You must specify EXECUTE FUNCTION to grant that privilege on functions or function mappings in a database, except for constraint functions.
The EXECUTE FUNCTION privilege does not need to be granted on constraint functions to users that need to query tables that are protected by row-level security.
Example: Granting the EXECUTE FUNCTION Privilege
This example of the GRANT statement grants the EXECUTE privilege on all functions in SYSLIB:
GRANT EXECUTE FUNCTION ON SYSLIB TO user_xyz;
You need only specify EXECUTE to grant the EXECUTE FUNCTION privilege on an individual UDF. For example, the following GRANT statement grants the EXECUTE privilege only on the function with the specific function name sales to user_xyz:
GRANT EXECUTE ON SPECIFIC FUNCTION SYSLIB.sales TO user_xyz;
Example: Granting the EXECUTE FUNCTION Privilege for a Function Mapping
The specified function mapping must exist before you can grant the EXECUTE FUNCTION privilege. This statement grants the EXECUTE FUNCTION privilege on the Interpolator function mapping in the appl_view_db database to user1.
GRANT EXECUTE FUNCTION ON appl_view_db.Interpolator TO user1;
Example: EXECUTE FUNCTION and Authorization Objects
In one particular case, granting EXECUTE FUNCTION is not sufficient to actually use the function.
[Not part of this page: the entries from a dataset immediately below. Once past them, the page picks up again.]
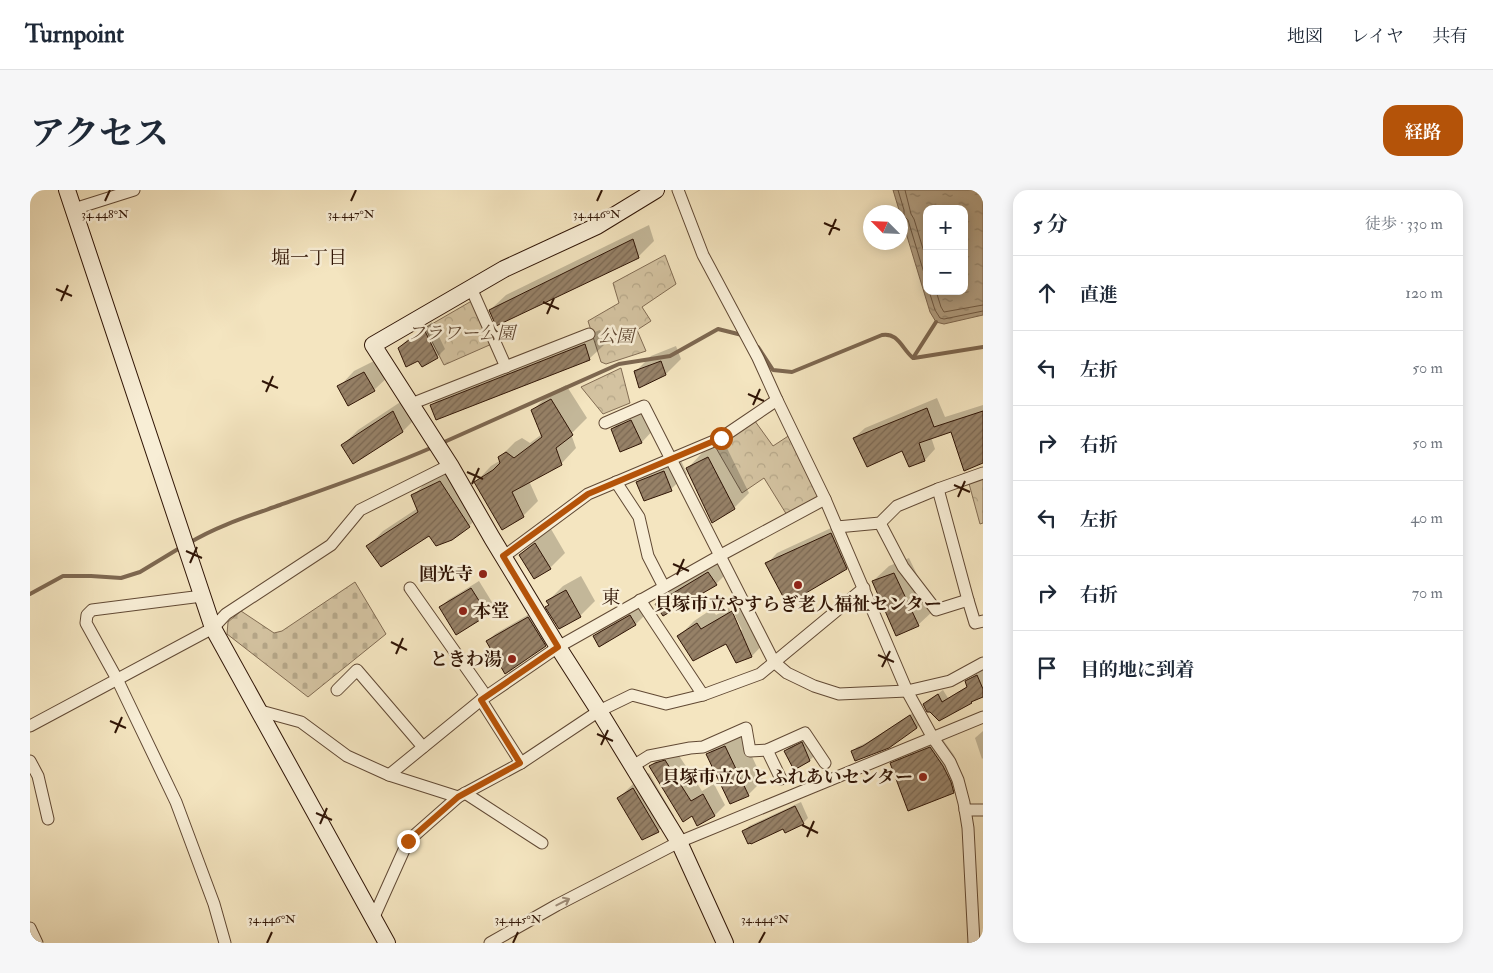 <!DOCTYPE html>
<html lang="ja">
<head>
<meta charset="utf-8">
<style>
	:root { --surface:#fff; --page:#f6f6f7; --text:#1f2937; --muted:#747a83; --line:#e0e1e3; --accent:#b45309 }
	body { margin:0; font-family:"IM FELL Double Pica","Noto Serif JP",serif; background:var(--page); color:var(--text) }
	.controls { position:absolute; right:15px; top:15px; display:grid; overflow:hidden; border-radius:10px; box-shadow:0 2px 12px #0003 }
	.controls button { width:45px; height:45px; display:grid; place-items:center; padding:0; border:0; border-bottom:1px solid var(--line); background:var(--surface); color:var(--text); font:25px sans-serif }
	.compass { position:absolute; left:833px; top:15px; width:45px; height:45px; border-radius:50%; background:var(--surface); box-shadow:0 2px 12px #0003; rotate:294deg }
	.stop { position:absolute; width:15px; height:15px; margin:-11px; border:4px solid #b45309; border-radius:50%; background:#fff }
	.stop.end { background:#b45309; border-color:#fff; box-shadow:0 1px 5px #0008 }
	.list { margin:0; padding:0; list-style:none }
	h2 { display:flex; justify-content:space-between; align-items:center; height:65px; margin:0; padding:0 20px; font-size:21px }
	h2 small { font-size:16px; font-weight:400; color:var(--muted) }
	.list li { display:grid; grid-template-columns:32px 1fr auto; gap:15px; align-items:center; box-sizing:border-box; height:75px; padding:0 20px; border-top:1px solid var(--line) }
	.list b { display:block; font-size:19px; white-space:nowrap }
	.list em { font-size:16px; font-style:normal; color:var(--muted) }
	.icon { flex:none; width:28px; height:28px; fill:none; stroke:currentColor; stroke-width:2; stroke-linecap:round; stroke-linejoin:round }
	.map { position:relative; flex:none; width:953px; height:753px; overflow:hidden; border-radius:15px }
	header { display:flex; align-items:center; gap:30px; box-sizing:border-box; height:70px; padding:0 25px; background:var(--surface); border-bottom:1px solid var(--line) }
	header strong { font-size:24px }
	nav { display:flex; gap:28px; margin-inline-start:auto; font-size:18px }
	.intro { display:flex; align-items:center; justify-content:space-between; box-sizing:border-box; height:120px; padding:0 30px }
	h1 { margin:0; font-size:35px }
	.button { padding:12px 22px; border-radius:15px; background:var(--accent); color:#fff; font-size:18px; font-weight:700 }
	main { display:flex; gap:30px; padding:0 30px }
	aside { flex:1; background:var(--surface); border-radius:15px; box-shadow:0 2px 12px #0003 }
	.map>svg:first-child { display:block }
	.forest { fill:url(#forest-crowns); stroke:#826c53 }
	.cemetery { fill:url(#cemetery-stones); stroke:#826c53 }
	.water { fill:url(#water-ripples); stroke:#7d6750; fill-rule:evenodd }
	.shadow { fill:#0003 }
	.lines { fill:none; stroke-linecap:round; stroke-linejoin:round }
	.shore { stroke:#705a44; stroke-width:1 }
	.stream { stroke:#7d6750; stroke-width:4 }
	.building { fill:url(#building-hatch); stroke:#301506 }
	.street-casing { stroke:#614934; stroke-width:13 }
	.secondary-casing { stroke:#301506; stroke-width:18 }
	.street { stroke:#f8eed6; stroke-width:11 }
	.secondary { stroke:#f8eed6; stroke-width:16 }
	.oneway { stroke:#9e8c78 }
	.route { stroke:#b45309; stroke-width:6 }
	.ticks { fill:none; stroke:#301506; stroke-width:2 }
	.poi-dot { fill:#8f2418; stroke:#f8eed6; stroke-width:2 }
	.labels { text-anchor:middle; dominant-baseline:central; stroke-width:5; stroke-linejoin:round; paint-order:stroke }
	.park-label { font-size:18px; font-style:italic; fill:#614934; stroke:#f8eed6 }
	.poi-label { font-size:18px; font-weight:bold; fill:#301506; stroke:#f8eed6; text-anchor:end }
	.neighbourhood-label { font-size:19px; fill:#301506; stroke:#f8eed6 }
	.ticks-label { font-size:12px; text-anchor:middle; fill:#301506; stroke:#f8eed6; stroke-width:5; stroke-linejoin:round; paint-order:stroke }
</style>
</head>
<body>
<header>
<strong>Turnpoint</strong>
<nav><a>地図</a><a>レイヤ</a><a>共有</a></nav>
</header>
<div class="intro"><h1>アクセス</h1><a class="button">経路</a></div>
<main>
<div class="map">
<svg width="953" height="753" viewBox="0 0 953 753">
	<defs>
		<pattern id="forest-crowns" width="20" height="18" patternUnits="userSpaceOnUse" patternTransform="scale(1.25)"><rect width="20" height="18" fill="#d3c2a0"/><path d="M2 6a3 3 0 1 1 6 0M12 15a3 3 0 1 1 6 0" fill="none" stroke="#b5a688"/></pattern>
		<pattern id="cemetery-stones" width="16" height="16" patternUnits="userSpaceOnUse" patternTransform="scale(1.25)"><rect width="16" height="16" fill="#d3c2a0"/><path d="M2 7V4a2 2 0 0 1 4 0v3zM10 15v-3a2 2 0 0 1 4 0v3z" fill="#b5a688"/></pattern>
		<pattern id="water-ripples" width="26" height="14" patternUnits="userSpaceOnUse" patternTransform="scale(1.25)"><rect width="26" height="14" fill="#b19e81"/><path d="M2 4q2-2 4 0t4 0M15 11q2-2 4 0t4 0" fill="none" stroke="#908068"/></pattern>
		<pattern id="building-hatch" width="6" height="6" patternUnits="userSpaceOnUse" patternTransform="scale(1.25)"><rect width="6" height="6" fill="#968167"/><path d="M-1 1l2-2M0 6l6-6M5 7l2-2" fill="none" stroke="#7b6853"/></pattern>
	</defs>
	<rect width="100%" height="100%" fill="#f4e5c0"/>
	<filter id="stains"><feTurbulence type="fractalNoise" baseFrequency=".004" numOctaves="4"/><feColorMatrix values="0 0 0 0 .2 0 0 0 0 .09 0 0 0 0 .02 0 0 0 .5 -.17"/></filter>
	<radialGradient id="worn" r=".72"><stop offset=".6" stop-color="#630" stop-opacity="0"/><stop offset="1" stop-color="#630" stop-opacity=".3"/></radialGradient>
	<g class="forest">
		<path d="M635 65 646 94 612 117 621 131 607 140 616 161 576 174 571 172 558 131 589 113 583 93Z"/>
		<path d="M445 109 464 153 414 175 395 138Z"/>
		<path d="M591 178 600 213 573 224 551 197Z"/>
		<path d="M722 227 743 256 763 243 795 309 760 330 734 288 712 303 682 251Z"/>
		<path d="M953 284V333L950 334 938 290Z"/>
	</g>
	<path class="cemetery" d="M325 392 356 444 278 507 197 444 198 432 211 421 244 443 252 441Z"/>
	<path class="water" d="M863 0H953V125L914 134 906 132 900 122ZM897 19H934V101H897Z"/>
	<g class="shadow">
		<path d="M619 35 624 51 608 67 460 120 476 105Z"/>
		<path d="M402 132 415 159 407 167 389 170 369 158 377 150Z"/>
		<path d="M570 140 575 154 559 169 402 215 417 200Z"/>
		<path d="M646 156 651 169 636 184 605 182 621 166Z"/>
		<path d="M350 168 360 185 344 200 309 197 324 181Z"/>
		<path d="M536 195 557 228 541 244 546 258 531 274 499 291 508 311 493 326 446 292 461 276 471 270 470 267 485 252 492 248 500 253 512 244 503 220 518 205Z"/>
		<path d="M378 207 388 226 373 241 313 255 328 240Z"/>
		<path d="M907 208 915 227 953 215V272L935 279 922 241 901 247 905 259 895 270 873 260 824 248 835 238Z"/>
		<path d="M617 215 627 236 612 252 590 260 582 239 597 224Z"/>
		<path d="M694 252 719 303 704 318 657 279 672 263Z"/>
		<path d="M649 266 657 284 641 299 615 309 607 292 623 277Z"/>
		<path d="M426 276 454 321 439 336 338 356 353 341 388 318 383 306 398 290Z"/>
		<path d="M812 333 826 368 816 378 737 374 747 363Z"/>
		<path d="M521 339 535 363 520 378 490 365 505 350Z"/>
		<path d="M694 367 701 379 686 394 627 414 642 399Z"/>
		<path d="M879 368 904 420 888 435 843 391 859 376Z"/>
		<path d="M551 386 565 411 550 426 520 414 518 411 533 396Z"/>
		<path d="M449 391 465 417 457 424 410 418 418 410Z"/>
		<path d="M717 407 737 450 722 466 707 472 697 452 649 446 664 431 682 419 686 425 699 418 709 440H712L701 417Z"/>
		<path d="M616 410 621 419 606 434 570 455 565 446 580 431Z"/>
		<path d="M506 420 523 448 515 455 458 451 465 444Z"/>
		<path d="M953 480V505L944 509 941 512 894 514 913 500 918 508 938 496 937 492 942 487Z"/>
		<path d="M884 522 891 533 887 538 823 561 827 557 838 552Z"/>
		<path d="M710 541 733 590 718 605 678 564 693 549Z"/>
		<path d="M953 541V568L952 569 945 548Z"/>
		<path d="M911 547 924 565 931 582 933 592 923 602 861 574 872 563Z"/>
		<path d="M777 548 785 565 780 570 755 561 760 556Z"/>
		<path d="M646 561 672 601 684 594 695 615 685 625 668 634 662 624 620 577 631 566Z"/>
		<path d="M619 583 644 626 628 641 613 648 588 609 604 593Z"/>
		<path d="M771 612 778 628 773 633 753 637 714 641 719 636Z"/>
	</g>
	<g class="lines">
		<g class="shore">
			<path d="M868 0 874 20V26L878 30 897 93"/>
			<path d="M875 0 881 24 884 29 897 72"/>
			<path d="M899 101 905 120 910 128 914 129 953 121"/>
			<path d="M906 101 911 117 914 122 953 115"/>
		</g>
		<g class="stream">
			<path d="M728 157 743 180 762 182 852 145C868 142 872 159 883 168L906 132"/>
			<path d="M884 168 953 157"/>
			<path d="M412 253 589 174 640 166 688 139 712 145"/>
			<path d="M159 353C187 336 219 326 250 315 301 297 353 279 403 257"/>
			<path d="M0 404 33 386H61L91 388 110 382 153 356"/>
		</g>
	</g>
	<g class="building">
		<path d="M603 49 609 68 466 136 459 120Z"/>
		<path d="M394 139 408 168 392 177 388 171 376 177 368 158Z"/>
		<path d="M555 154 560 170 406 230 400 215Z"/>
		<path d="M631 171 636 185 609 198 604 181Z"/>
		<path d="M334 182 345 201 318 216 307 196Z"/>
		<path d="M521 209 543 245 526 258 532 275 482 302 494 327 472 340 444 292 463 280 470 273 468 267 476 262 484 268 512 247 501 220Z"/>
		<path d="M897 218 904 237 953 221V273L934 281 921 242 889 253 895 271 879 277 872 261 837 277 823 248Z"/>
		<path d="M363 221 373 242 323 274 311 255Z"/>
		<path d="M601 230 612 253 590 262 581 239Z"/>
		<path d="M678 267 705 319 682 333 656 278Z"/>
		<path d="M634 281 642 301 614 311 606 292Z"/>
		<path d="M410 291 440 337 422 350 406 356 399 346 351 377 336 356 388 322 381 305Z"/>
		<path d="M801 343 817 379 757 414 735 373Z"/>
		<path d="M505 353 521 379 504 389 489 365Z"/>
		<path d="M678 382 687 395 633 426 625 414Z"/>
		<path d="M864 383 889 436 866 446 842 391Z"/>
		<path d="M441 398 458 425 426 445 409 417Z"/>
		<path d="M536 400 551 427 529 439 515 417 519 415 516 411Z"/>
		<path d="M702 421 722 467 706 473 696 454 663 471 647 446 667 433 671 439Z"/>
		<path d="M600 425 606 435 569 457 563 446Z"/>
		<path d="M498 427 516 456 475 484 456 451Z"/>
		<path d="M947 485 953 499V507L941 512 942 513 909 531 900 522H897L893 514 908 504 912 512 937 497 935 491Z"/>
		<path d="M880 525 887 538 859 558 825 571 821 561 833 556Z"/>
		<path d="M772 552 780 571 764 580 754 561Z"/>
		<path d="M695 556 719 606 700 614 676 564Z"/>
		<path d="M900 557 913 576 921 592 924 603 878 621 860 573Z"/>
		<path d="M635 570 661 611 673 604 685 626 667 636 662 626 653 632 619 576 625 573Z"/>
		<path d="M603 598 629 642 612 650 587 608Z"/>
		<path d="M765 616 774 634 755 643 753 639 721 654 720 653 718 654 712 641Z"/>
	</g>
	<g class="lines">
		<defs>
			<g id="street">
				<path d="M648 0 673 65 728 168 747 210 795 309 877 501 903 548 920 572 928 590 934 613 938 638 944 753"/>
				<path d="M44 19 104 0"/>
				<path d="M441 98 476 177"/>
				<path d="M381 214 559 144"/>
				<path d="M575 233 614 216 744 472 757 483 784 496 809 504 877 501 920 491 953 473"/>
				<path d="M586 292 609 327 618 366 634 397"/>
				<path d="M908 299 938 410 945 433 953 431"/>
				<path d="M850 333 873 377 906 420 938 410"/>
				<path d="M807 337 850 333 867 316 908 299 953 283"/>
				<path d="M473 367 558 304 691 248 747 210"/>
				<path d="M380 398 456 506"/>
				<path d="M172 406 62 420 57 425 56 433 87 489 146 612 184 714 195 753"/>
				<path d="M610 410 673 505"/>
				<path d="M307 500 327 480 393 557"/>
				<path d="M451 510 491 573"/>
				<path d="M227 520 271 532 317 566 359 585 428 607"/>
				<path d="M0 536 183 438 196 424 301 355 330 320 420 275"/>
				<path d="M737 560 751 589"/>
				<path d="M0 571 8 586 18 629"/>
				<path d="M603 576 619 566 660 558 673 557 716 538 720 561 737 560 775 543 795 573"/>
				<path d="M359 585 451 510 528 457 691 365 795 309"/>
				<path d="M435 603 512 653"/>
				<path d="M935 620H953"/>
				<path d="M343 729 378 651 428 607 491 573 569 521 602 505 636 514 673 505 730 484 834 398"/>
				<path d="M0 738 7 753"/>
				<path d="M460 753 527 715 649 652 953 527"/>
			</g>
			<g id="secondary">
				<path d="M37 0 183 438 357 753"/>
				<path d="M626 0 567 36 474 79 343 155 420 275 462 348 528 457 569 521 649 652 695 753"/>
			</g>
		</defs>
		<use href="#street" class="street-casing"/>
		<use href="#secondary" class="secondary-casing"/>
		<use href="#street" class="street"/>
		<use href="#secondary" class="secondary"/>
	</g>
	<defs><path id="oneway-shaft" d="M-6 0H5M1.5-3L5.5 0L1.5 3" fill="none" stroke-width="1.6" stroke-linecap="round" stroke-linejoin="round" transform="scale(1.25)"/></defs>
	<use class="oneway" href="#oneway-shaft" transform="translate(533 712) rotate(-27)"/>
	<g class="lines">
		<path class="route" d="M378 651 428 607 490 573 451 510 528 457 473 366 558 304 691 248"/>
	</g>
	<path class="ticks" d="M75 11 80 0M321 11 326 0M567 11 572 0M794 33 810 40M799 45 806 29M26 99 42 106M31 111 38 95M513 112 529 119M517 124 524 108M232 191 248 198M236 202 243 186M718 204 734 211M723 215 730 199M437 282 453 289M442 294 449 278M924 295 940 302M928 307 935 291M156 361 172 368M160 373 167 357M643 374 659 381M647 385 654 369M361 452 377 460M366 464 373 448M848 465 864 472M852 477 860 461M80 531 96 538M85 543 92 527M567 544 583 551M571 555 578 540M286 623 302 630M290 634 297 618M772 635 788 643M777 647 784 631M237 753 242 742M483 753 488 742M729 753 735 742"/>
	<g class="poi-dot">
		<circle cx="453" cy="384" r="5"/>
		<circle cx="768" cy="395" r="5"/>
		<circle cx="433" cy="421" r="5"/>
		<circle cx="482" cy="469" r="5"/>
		<circle cx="893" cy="587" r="5"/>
	</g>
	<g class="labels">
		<g class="park-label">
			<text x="431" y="143">フラワー公園</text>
			<text x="586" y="146">公園</text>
		</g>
		<g class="poi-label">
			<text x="443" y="384">圓光寺</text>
			<text x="768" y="414" text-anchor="middle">貝塚市立やすらぎ老人福祉センター</text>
			<text x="443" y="421" text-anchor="start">本堂</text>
			<text x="472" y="469">ときわ湯</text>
			<text x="883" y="587">貝塚市立ひとふれあいセンター</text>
		</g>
		<g class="neighbourhood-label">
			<text x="279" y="68">堀一丁目</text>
			<text x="581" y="408">東</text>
		</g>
	</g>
	<g class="ticks-label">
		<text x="75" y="28">34.448°N</text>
		<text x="321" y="28">34.447°N</text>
		<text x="567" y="28">34.446°N</text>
		<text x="242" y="733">34.446°N</text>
		<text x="488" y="733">34.445°N</text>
		<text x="735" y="733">34.444°N</text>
	</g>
	<rect width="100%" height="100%" filter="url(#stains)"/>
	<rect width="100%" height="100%" fill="url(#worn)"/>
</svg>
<div class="controls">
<button>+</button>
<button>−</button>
</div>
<svg class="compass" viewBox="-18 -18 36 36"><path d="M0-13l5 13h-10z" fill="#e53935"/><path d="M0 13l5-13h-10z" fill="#747a83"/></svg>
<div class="stop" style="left:691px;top:248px"></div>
<div class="stop end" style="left:378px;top:651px"></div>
</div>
<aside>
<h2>5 分<small>徒歩 · 330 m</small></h2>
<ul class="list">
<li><svg class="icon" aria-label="ahead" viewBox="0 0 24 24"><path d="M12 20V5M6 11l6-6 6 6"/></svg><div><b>直進</b></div><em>120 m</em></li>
<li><svg class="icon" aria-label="left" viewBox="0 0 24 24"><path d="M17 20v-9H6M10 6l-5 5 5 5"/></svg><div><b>左折</b></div><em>50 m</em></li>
<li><svg class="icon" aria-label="right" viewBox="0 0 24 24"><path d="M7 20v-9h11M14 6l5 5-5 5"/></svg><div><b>右折</b></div><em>50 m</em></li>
<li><svg class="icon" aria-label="left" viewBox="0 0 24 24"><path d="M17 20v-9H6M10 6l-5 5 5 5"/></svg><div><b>左折</b></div><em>40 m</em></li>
<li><svg class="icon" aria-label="right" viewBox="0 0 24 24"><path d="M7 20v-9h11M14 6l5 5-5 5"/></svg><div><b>右折</b></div><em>70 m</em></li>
<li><svg class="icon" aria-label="arrive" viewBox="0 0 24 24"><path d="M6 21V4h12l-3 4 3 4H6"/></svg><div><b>目的地に到着</b></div></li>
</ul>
</aside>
</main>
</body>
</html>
For example, the script table operator is enabled if a user has the EXECUTE FUNCTION granted to it but it needs an Authorization object bound to it in order to execute the scripts.
For example:
GRANT EXECUTE FUNCTION ON TD_SYSFNLIB.SCRIPT TO user_name;
GRANT EXECUTE ON authorization_name TO user_name;
GRANT EXECUTE FUNCTION ON TD_SYSFNLIB.SCRIPT TO role_name;
GRANT EXECUTE ON authorization_name TO role_name;
SYSUIF.DEFAULT_AUTH is provided as an authorization object target for the EXECUTE privilege.